Speaking on the Humans of Dublin page, Jamie spoke about his favourite photo of his dad, which was lovingly retouched by his mum to include the ten-year-old.
"My favourite photo of my dad is one of him sitting on a bench in Poland,” said Jamie in a post on Humans of Dublin.
“He was on holiday there with my mam when I was little. When I went on holiday to Poland last year I really wanted to find the same bench and have my picture taking on it. So I did. It was great sitting where my dad sat years ago.
“My mam got my photo blended with my dad's photo and it looked like we were both sitting on the bench beside each other. It made me so happy because I finally knew what it would look like if my dad was with me here today,” he said.
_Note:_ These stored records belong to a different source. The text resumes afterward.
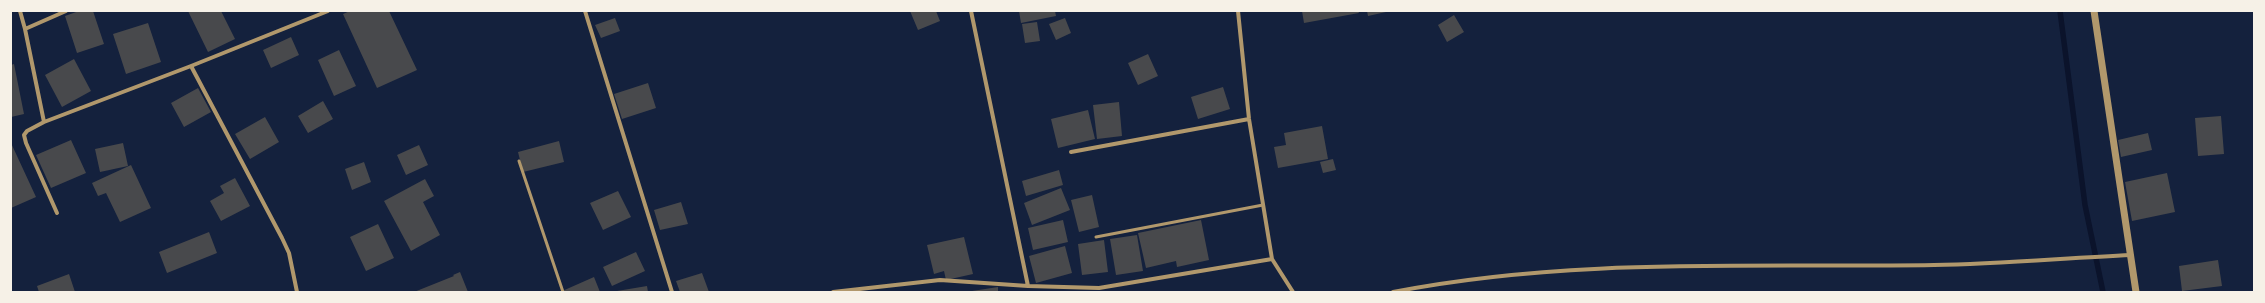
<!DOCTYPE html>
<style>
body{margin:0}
#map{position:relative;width:2265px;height:303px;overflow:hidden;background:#14213d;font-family:"Source Sans 3",sans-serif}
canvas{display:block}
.frame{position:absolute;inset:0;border:12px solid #f6f1e7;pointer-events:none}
</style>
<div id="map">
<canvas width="2265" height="303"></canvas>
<div class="frame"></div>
</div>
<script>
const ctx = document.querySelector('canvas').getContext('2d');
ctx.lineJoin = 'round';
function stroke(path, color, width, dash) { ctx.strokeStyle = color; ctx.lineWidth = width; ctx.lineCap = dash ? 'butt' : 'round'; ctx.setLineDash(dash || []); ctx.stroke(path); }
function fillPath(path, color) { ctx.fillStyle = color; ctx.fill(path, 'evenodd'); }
const stream = new Path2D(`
 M2060,11l25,194 18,87`);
const building = new Path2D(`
 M79,11h14l11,33 -27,9 -12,-37z
 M188,11h33l14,28 -27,13z
 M350,11h39l28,59 -40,18 -34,-74z
 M910,11h26l4,10 -22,9z
 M1019,11h36l1,5 -35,7z
 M1302,11h56l1,2 -55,10z
 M1367,11h19v1l-18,4z
 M1454,15l10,17 -17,10 -9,-17z
 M615,18l5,13 -19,7 -6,-13z
 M1065,18l6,15 -15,7 -7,-16z
 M1037,22l3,19 -15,2 -3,-19z
 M148,23l13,39 -35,12 -13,-40z
 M291,37l8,18 -28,13 -8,-18z
 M339,50l17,36 -22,10 -16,-36z
 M1148,54l10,22 -20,9 -10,-22z
 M74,59l17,32 -29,16 -17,-32z
 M14,64l10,50 -13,3v-52z
 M648,83l8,25 -34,11 -8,-25z
 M1223,87l7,22 -32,10 -7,-22z
 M198,88l13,24 -27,15 -13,-24z
 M323,101l10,18 -25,14 -10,-17z
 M1119,102l3,34 -25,3 -4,-34z
 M1088,110l7,29 -37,9 -7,-29z
 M2221,116l3,38 -26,2 -3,-38z
 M265,117l14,25 -29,17 -15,-25z
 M1322,126l6,33 -50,9 -4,-21 12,-2 -2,-12z
 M2148,133l4,17 -31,7 -3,-17z
 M71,140l15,33 -35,15 -15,-33z
 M559,141l5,21 -41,10 -5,-20z
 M11,143l25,54 -25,11z
 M123,143l5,23 -28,6 -5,-23z
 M419,145l9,20 -22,10 -9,-20z
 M1333,159l3,11 -13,3 -3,-11z
 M364,162l7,20 -19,8 -7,-21z
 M131,165l20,43 -31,14 -14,-29 -8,3 -6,-13z
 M1059,170l4,15 -37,11 -4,-15z
 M2167,173l8,39 -43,9 -7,-39z
 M235,178l15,28 -29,15 -11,-20 14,-8 -4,-7z
 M425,179l9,17 -11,6 17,33 -29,16 -27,-50z
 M1061,188l9,22 -38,15 -8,-22z
 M618,191l13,26 -28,13 -13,-27z
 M1092,195l7,32 -20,5 -8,-32z
 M681,202l7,22 -28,6 -6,-20z
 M1063,220l5,22 -35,8 -5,-22z
 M1201,220l8,40 -32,7 -1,-6 -30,7 -8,-35z
 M378,224l16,34 -28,13 -16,-34z
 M209,232l8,21 -50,20 -8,-21z
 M1137,235l6,36 -27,4 -6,-36z
 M964,237l9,37 -27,6 -2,-9 -10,3 -7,-29z
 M1104,240l4,32 -26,3 -4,-31z
 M1065,246l7,27 -36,10 -7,-27z
 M636,252l9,19 -33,15 -9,-19z
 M2218,260l4,26 -40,5 -3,-25z
 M460,272l8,20h-54l40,-16 -1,-1z
 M702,273l7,19h-29l-4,-11z
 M69,274l6,18h-36l-2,-6z
 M594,277l6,15h-40z
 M647,286l1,6h-31v-1z
 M998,287v5h-26v-1z`);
const service = new Path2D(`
 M519,161l44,131
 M1096,237l167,-32`);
const minor = new Path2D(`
 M20,11l5,18
 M585,11l87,281
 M971,11l57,275
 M1238,11l11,108 23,140 21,33
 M191,66l91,172 7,15 8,39
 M44,122l-19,-93 41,-18
 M1071,152l178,-33
 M57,213l-31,-70 -2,-8 3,-4 17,-9 147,-56 137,-55
 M833,292l107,-12 88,6 71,2 173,-29
 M1393,292c178,-35 360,-24 541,-27 65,-1 131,-7 197,-10`);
const tertiary = new Path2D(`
 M2094,11l42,281`);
stroke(stream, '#0b132b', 5.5);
fillPath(building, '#48494c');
stroke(service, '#b1986c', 3);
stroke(minor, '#b1986c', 4);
stroke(tertiary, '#b1986c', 7);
</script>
“I love my dad and I'm proud to be his son,” said Jamie.
Maria Spirge (1)
One-year-old Maria is living with a painful and rare skin condition epidermolyis bullosa (EB) and has to be bandaged almost from head to toe to protect her from everyday life.
The baby from Blanchardstown faces a painful daily battle because of the disorder which causes the skin’s layers and internal body linings to blister and wound at the slightest touch.
Speaking to Independent.ie, Maria’s mum Gunita said: "When it's severe what EB does to the skin is scary. Children like Maria cannot have a normal childhood. There will be no playing in the playground for her. Even in her own bedroom everything has to be padded.
"This is why we need research to help find a cure and better treatment, it is the only thing that is going to help these children and the adults who have EB.”
Saoirse Brophy (8)
Earlier this year, Saoirse fulfilled her dream of becoming a Dublin zookeeper for a day thanks to the Make a Wish Foundation. The little girl lives with Cystic Fibrosis and her mum said her day at the zoo gave her a welcome break from her strict daily routine.
“Everyone at the zoo and in Make a Wish went so above and beyond for Saoirse and it made the day so magical,” said mum Siobhan.
“The trip to the zoo really gave Saoirse a boost, it was wonderful to see. Despite everything, Saoirse rarely complains and it’s so admirable how she just gets on with it.
“Our day usually starts at six in the morning when Saoirse has physio followed by her nebuliser. Then she had six different medications before school.
“Before she eats anything Saoirse has to take enzymes to help her break down her food and when she comes home she must take her nebuliser once again, and then once more before bed. She never argues and she’s so brave," said Siobhan.